About this task | Search the records for the string "type", then copy each line where it appears.

Information shown |

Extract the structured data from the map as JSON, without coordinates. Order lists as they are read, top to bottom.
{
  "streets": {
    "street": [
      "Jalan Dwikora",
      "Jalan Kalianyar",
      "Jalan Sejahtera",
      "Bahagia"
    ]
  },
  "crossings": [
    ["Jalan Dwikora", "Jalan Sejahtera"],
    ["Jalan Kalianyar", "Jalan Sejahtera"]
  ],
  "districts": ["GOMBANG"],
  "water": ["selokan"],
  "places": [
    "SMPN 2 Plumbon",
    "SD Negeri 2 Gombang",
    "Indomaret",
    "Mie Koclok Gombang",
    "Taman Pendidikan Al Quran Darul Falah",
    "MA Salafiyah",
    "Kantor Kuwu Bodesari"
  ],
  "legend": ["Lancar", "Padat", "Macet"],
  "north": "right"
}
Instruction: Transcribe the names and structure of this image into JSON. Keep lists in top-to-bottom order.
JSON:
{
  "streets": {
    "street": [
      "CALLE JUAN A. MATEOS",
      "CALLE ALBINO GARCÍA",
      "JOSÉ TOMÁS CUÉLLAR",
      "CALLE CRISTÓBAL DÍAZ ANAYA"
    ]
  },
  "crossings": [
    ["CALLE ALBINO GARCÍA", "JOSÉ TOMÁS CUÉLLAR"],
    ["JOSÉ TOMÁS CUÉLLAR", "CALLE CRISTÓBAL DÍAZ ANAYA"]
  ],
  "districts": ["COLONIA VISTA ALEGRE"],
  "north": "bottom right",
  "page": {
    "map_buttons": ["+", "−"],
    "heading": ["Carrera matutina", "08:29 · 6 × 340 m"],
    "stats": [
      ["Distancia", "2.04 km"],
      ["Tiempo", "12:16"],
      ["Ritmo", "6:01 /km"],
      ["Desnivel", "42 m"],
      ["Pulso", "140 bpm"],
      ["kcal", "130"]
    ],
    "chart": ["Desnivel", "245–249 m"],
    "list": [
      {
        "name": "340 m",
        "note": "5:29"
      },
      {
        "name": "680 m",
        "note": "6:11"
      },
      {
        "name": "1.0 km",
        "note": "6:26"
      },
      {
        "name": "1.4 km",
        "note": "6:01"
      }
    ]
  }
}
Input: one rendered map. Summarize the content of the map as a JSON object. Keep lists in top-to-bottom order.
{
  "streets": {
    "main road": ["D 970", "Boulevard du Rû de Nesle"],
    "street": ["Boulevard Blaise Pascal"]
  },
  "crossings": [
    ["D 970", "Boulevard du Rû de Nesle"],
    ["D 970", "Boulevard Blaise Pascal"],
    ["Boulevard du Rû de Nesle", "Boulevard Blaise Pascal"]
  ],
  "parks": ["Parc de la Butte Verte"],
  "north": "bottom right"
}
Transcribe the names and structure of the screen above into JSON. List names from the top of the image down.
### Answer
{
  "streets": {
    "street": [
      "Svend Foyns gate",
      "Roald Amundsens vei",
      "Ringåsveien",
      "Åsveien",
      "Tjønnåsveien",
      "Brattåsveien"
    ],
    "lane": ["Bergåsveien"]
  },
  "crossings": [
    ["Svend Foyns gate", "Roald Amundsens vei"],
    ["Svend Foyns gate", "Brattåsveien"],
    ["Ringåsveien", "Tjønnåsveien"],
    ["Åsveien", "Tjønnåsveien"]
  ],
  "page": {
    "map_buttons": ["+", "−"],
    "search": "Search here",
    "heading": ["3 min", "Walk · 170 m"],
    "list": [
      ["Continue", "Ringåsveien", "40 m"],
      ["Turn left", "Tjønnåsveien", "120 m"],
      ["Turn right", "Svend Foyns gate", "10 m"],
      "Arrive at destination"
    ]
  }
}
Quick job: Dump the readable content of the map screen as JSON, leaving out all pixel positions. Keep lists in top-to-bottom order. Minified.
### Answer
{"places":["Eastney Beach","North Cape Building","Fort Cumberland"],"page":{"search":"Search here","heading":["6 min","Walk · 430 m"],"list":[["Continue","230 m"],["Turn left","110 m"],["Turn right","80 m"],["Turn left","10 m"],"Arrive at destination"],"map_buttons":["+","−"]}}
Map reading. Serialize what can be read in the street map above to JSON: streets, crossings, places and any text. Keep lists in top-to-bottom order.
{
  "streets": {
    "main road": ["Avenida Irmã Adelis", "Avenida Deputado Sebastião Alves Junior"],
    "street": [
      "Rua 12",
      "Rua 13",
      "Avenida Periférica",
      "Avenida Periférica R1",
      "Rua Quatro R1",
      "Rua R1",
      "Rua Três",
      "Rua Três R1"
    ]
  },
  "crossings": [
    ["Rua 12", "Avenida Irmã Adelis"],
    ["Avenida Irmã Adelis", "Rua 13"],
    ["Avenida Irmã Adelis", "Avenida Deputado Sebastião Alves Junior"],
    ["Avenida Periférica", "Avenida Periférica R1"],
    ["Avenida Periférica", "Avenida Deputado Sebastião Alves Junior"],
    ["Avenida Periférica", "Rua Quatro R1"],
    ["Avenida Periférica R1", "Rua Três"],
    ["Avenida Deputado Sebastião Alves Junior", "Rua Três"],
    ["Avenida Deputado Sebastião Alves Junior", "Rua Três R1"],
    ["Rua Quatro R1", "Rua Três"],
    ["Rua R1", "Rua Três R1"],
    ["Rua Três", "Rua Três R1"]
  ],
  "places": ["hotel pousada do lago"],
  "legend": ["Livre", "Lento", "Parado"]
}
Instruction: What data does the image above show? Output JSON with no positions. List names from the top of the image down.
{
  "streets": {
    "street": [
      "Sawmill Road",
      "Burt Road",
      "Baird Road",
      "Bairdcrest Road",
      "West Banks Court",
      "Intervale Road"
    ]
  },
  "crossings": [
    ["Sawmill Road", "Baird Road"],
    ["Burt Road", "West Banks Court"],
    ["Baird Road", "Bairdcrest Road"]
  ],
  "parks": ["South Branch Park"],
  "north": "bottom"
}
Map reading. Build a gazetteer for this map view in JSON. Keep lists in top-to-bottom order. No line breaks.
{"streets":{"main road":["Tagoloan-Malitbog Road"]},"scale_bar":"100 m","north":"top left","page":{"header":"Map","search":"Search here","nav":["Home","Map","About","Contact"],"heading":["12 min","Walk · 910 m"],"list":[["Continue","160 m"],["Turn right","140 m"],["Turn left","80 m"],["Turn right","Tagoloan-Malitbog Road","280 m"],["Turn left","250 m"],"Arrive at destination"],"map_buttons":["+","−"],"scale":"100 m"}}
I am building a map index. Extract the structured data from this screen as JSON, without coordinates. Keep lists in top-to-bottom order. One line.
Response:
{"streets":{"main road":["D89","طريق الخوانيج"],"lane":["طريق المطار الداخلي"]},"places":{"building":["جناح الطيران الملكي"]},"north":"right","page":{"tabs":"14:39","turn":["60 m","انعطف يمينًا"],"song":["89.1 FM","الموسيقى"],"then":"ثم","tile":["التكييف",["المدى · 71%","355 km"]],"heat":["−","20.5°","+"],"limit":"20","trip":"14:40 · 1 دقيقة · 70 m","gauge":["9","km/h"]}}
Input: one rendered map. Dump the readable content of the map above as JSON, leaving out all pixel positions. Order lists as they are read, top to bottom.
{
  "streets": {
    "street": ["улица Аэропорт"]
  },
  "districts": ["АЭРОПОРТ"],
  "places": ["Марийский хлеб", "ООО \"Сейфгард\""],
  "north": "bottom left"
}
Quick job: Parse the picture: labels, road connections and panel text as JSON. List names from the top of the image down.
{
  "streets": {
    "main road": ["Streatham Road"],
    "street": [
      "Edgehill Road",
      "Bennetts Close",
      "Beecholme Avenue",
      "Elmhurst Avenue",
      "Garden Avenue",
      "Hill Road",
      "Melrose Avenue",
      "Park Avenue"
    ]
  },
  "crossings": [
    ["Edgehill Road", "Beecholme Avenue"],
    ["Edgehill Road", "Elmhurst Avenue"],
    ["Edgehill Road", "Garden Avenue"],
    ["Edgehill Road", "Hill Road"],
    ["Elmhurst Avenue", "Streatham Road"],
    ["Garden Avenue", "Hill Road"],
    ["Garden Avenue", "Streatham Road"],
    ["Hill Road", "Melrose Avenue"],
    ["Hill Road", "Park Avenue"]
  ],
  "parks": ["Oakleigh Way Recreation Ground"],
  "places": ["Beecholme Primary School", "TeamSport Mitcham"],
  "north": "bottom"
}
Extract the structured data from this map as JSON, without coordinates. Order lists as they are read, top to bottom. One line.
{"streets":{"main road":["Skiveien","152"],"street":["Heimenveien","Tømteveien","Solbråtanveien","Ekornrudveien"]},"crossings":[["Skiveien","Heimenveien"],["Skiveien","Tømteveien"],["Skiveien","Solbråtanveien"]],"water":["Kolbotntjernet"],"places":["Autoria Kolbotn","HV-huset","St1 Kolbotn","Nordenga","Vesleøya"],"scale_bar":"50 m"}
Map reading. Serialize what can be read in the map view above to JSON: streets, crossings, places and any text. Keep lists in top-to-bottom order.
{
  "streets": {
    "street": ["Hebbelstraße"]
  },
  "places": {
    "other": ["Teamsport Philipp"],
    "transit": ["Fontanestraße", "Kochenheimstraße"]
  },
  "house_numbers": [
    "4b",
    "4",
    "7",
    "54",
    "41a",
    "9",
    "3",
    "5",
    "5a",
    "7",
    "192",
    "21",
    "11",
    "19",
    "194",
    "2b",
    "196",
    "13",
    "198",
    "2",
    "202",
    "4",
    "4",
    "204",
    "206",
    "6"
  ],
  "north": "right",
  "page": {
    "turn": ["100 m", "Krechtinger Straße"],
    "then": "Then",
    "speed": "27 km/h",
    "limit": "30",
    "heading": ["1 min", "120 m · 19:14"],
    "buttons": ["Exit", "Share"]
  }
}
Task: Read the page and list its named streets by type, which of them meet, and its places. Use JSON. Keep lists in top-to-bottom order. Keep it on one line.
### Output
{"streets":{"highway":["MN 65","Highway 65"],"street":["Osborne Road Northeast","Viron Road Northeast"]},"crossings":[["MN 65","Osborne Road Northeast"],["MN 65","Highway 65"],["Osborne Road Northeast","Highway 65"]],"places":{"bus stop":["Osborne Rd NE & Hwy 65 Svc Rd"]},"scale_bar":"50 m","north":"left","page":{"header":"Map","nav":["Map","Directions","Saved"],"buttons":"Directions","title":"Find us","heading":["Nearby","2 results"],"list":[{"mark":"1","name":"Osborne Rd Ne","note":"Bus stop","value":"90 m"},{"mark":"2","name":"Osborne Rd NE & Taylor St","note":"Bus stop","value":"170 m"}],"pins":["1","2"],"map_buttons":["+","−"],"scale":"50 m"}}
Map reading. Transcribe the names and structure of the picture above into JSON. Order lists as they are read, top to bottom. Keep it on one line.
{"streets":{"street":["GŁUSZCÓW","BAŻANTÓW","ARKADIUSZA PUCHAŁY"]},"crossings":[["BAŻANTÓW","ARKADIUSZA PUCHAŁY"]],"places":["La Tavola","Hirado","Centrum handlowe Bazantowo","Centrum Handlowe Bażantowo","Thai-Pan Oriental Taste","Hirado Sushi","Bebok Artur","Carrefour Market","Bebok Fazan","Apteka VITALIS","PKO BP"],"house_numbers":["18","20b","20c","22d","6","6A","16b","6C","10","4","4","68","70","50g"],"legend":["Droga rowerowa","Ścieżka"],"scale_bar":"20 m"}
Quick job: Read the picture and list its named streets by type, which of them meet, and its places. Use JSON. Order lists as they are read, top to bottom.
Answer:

Your solution |
Task: Read the page and list its named streets by type, which of them meet, and its places. Use JSON. Keep lists in top-to-bottom order. Keep it on one line.
Quick job: Read the picture and list its named streets by type, which of them meet, and its places. Use JSON. Order lists as they are read, top to bottom.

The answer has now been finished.